Alle, die mal wieder eine musikalische Zeitreise machen möchten, sollten jetzt die Ohren spitzen. Superchunk, die ollen Indierock-Haudegen, sind wieder da und präsentieren sich auf ihrem aktuellen Werk in der Form ihres Lebens. Schon nach wenigen Sekunden reißt einen der Opener „Digging For Something“ zurück in die 90er und schlitzt einem die Jeans auf. Hinterher wird dann mit wunden Knien der Bühnenboden abgeknutscht, bevor man sich beim Stage-Diven in die ausgestreckten Hände der schweißüberströmten Menge plumpsen lässt.
„Majesty Shredding“ klingt so schrecklich-schön rotzig, wie seit dem Comeback-Album von Dinosaur Jr .nichts mehr. Es scheint fast so, als wäre das Uhrwerk der Jungs seit neun Jahren auf „stand by“ geschaltet gewesen. „Majesty Shredding“ macht in diesem Zusammenhang klar, dass es an der Zeit war, wieder die Starttaste zu betätigen. Und demnächst werden sie dann wieder alle mitgrölen: „You Were Digging For Something, Oh.. oh.. oh!” Verdammt noch mal, was für ein Hitreigen!

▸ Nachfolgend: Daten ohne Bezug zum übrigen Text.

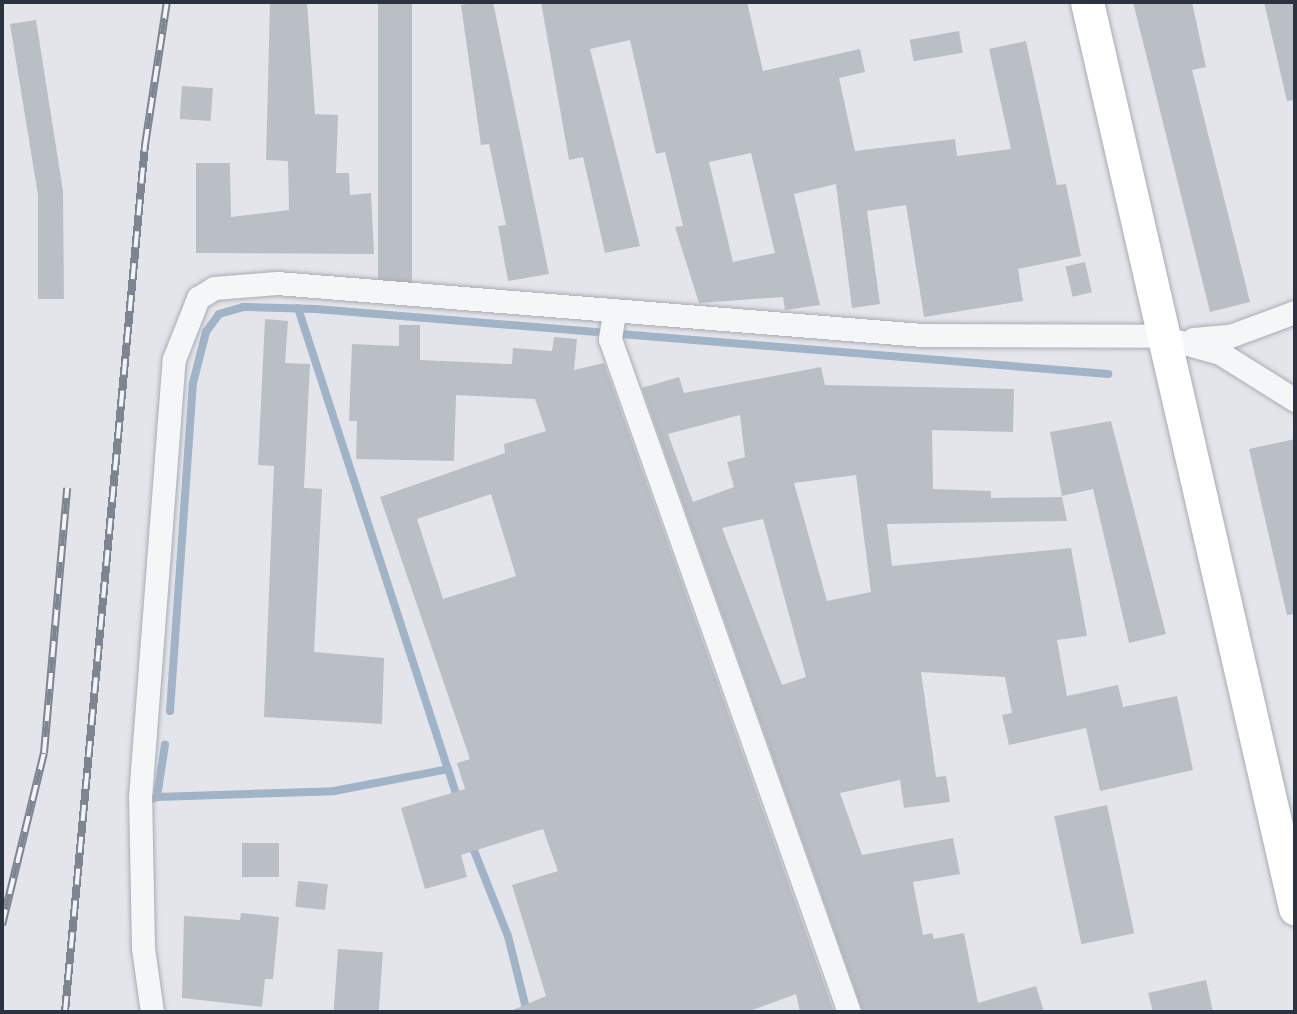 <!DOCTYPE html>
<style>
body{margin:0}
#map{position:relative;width:1297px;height:1014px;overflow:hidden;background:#e3e5ea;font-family:Jost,sans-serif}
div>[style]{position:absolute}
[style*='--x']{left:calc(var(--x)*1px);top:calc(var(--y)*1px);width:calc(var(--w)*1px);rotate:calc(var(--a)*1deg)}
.stream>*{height:8px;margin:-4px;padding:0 4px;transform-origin:4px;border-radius:4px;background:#a1b3c6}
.building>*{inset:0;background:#babfc6;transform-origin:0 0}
.roads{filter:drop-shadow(0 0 2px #a8acb4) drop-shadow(0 0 2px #a8acb4)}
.minor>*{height:23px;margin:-11.5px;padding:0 11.5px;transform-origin:11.5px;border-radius:11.5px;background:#f5f6f8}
.secondary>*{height:33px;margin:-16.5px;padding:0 16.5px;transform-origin:16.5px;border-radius:16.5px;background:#fff}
.rail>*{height:8px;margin-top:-4px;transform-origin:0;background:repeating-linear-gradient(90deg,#f2f4f7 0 16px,#7d8592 0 32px);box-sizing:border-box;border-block:2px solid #7d8592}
span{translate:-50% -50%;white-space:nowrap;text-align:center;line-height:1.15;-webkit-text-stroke:6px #f2f4f7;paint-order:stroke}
.frame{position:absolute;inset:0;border:4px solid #2c3340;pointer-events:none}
</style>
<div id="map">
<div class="stream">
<div style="--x:298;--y:308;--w:485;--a:72"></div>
<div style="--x:170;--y:711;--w:329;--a:-86"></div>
<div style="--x:193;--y:383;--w:53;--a:-75.7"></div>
<div style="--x:206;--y:332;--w:22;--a:-54"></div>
<div style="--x:219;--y:314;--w:25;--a:-16"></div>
<div style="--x:243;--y:307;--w:73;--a:1.6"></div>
<div style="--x:316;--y:309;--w:795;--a:4.69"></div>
<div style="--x:157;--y:797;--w:177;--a:-1.9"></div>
<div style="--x:334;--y:791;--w:116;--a:-10.9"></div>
<div style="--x:448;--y:769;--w:33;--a:72"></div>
<div style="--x:148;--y:801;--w:10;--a:-24"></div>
<div style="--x:157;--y:797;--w:53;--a:-81.3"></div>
<div style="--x:471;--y:843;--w:100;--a:68.3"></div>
<div style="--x:508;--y:936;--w:78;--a:76"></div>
</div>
<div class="building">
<div style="clip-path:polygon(270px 2px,307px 2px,315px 114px,338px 115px,336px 173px,349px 173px,350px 195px,371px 193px,374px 254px,196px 253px,196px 163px,230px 163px,231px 217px,289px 210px,288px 161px,266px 160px)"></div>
<div style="left:378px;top:2px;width:34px;height:283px"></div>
<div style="clip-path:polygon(478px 2px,493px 2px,549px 274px,508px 281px,498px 226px,506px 225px,489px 144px,481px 145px,461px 5px)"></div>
<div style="clip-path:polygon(evenodd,541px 2px,747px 2px,763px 71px,860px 49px,865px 72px,839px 78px,855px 151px,955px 139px,957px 156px,1011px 149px,989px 49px,1026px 41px,1057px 185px,1066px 184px,1081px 256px,1018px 269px,1023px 301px,924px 317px,906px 205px,867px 211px,880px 304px,852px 308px,836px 184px,794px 194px,820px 305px,785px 310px,783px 297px,699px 303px,675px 227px,683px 226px,665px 152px,656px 154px,630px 40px,590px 49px,640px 246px,605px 253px,583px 157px,569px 160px,541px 2px,751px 153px,775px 253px,733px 262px,709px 162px,751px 153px)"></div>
<div style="clip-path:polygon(1133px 2px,1192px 2px,1206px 67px,1192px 70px,1250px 302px,1210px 312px)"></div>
<div style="clip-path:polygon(1264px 2px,1295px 2px,1295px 100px,1287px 101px)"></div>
<div style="clip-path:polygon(36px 20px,63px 191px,64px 299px,38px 299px,38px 195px,10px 24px)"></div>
<div style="left:959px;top:31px;width:22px;height:50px;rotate:80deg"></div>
<div style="left:182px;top:86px;width:31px;height:33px;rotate:4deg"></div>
<div style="left:1085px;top:262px;width:31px;height:20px;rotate:77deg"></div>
<div style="clip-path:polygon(265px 319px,288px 321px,285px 363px,310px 364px,304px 488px,322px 489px,314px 652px,384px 658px,382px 724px,264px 717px,274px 466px,258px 465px)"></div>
<div style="clip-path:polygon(evenodd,399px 325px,420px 325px,420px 360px,512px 364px,513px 348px,552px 351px,554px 337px,577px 339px,574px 370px,604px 363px,834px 1012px,800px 1012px,796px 994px,747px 1012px,508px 1012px,546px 996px,512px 885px,558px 871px,543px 829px,461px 855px,467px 877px,425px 889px,401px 808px,465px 789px,457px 763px,470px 759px,380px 497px,505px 453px,504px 444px,546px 431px,535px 399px,456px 395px,454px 461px,356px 459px,357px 421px,349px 421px,352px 344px,399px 346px,399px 325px,491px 494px,516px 576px,443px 599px,417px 519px,491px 494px)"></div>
<div style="clip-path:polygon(evenodd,821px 367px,825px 385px,1014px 389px,1013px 432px,932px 430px,933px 489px,991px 491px,991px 498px,1062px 497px,1067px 521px,887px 524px,892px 566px,1071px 548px,1087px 636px,1057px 640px,1067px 696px,1118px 685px,1123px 707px,1177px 696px,1193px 770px,1100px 791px,1086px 728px,1009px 745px,1002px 715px,1012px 713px,1005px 677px,921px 672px,936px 777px,946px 776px,950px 802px,904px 808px,900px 780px,840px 793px,862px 855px,953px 838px,960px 874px,913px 882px,923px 935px,932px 933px,934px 939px,964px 933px,978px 1003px,1036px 986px,1044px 1012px,863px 1012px,642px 388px,679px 377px,684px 393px,821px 367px,740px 415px,745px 457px,727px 462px,734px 487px,693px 502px,668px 434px,740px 415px,821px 367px,856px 475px,871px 592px,827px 601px,794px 483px,856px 475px,821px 367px,763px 519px,806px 677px,782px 685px,722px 528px,763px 519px)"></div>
<div style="clip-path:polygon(1111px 421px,1166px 634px,1129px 643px,1093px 489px,1062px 496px,1050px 432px)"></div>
<div style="clip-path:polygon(1295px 439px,1295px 614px,1287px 615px,1249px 449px)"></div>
<div style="left:1107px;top:805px;width:131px;height:54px;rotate:78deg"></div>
<div style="left:242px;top:843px;width:37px;height:34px"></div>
<div style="left:298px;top:881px;width:30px;height:26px;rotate:6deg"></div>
<div style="clip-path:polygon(241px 913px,279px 917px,273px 979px,265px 979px,262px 1007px,182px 998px,184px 916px,240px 920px)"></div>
<div style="left:338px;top:949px;width:45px;height:63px;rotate:4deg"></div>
<div style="clip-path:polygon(1206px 980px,1213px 1012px,1153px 1012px,1148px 993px)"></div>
</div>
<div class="roads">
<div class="minor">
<div style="--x:614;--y:313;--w:26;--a:99"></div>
<div style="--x:610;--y:339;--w:714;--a:70.45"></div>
<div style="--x:1193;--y:339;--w:37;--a:-5"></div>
<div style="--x:1230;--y:336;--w:69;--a:-20.3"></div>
<div style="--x:152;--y:1012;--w:65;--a:-98"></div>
<div style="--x:143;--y:948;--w:151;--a:-91.1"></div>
<div style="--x:140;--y:797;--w:439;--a:-85.6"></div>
<div style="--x:174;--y:359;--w:66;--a:-68.5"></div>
<div style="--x:198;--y:298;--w:19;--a:-32"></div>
<div style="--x:214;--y:288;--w:63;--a:-4.5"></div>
<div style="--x:277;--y:283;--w:647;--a:4.61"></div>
<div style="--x:922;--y:335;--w:237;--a:0.2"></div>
<div style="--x:1159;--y:336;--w:63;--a:15.6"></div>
<div style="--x:1220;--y:353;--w:89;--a:32.1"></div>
</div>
<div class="secondary">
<div style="--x:1087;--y:2;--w:930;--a:77.07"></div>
</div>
</div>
<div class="rail">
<div style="--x:2;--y:925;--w:177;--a:-76.3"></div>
<div style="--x:44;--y:753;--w:266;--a:-85"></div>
<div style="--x:65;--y:1012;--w:871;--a:-84.73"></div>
<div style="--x:145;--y:145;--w:145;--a:-81.3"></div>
</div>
<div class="frame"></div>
</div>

Garrett Klahn von Texas Is The Reason und John Herguth von House & Parish machen sich als Superhelden-Duo Atlantic/Pacific derweil daran, die Welt in Wohlfühlmodus zu überführen. „Meet Your New Love“ haben sie zusammen mit Ian Love von den Rival Schools eingespielt, die uns demnächst auch höchstpersönlich mit einem neuen Werk beglücken möchten (der kürzliche Walter Schreifels Auftritt mit Olli Schulz im Jugendkulturhaus Cairo hat da ja schon mal für ordentlich Vorfreude gesorgt). Auf der Scheibe regiert derweil die Melancholie, schwelgerische Klänge fluten den Raum und sorgen dafür, dass man als Hörer die Augen schließt und sich von diesen bisweilen cineastischen Gebilden an ferne Orte schleifen lässt. Dazu gesellt sich ein Hauch von Smiths-Melodramatik und Lagerfeuer-Zerhackstückelung der Marke Fleet Foxes. Man muss nicht unbedingt auf traditionelle Melodien stehen, um dieses Werk ins Herz zu schließen. Folge einfach deinem Gefühl und „meet your new love“ am Atlantik, am Pazifik, ach, wo auch immer…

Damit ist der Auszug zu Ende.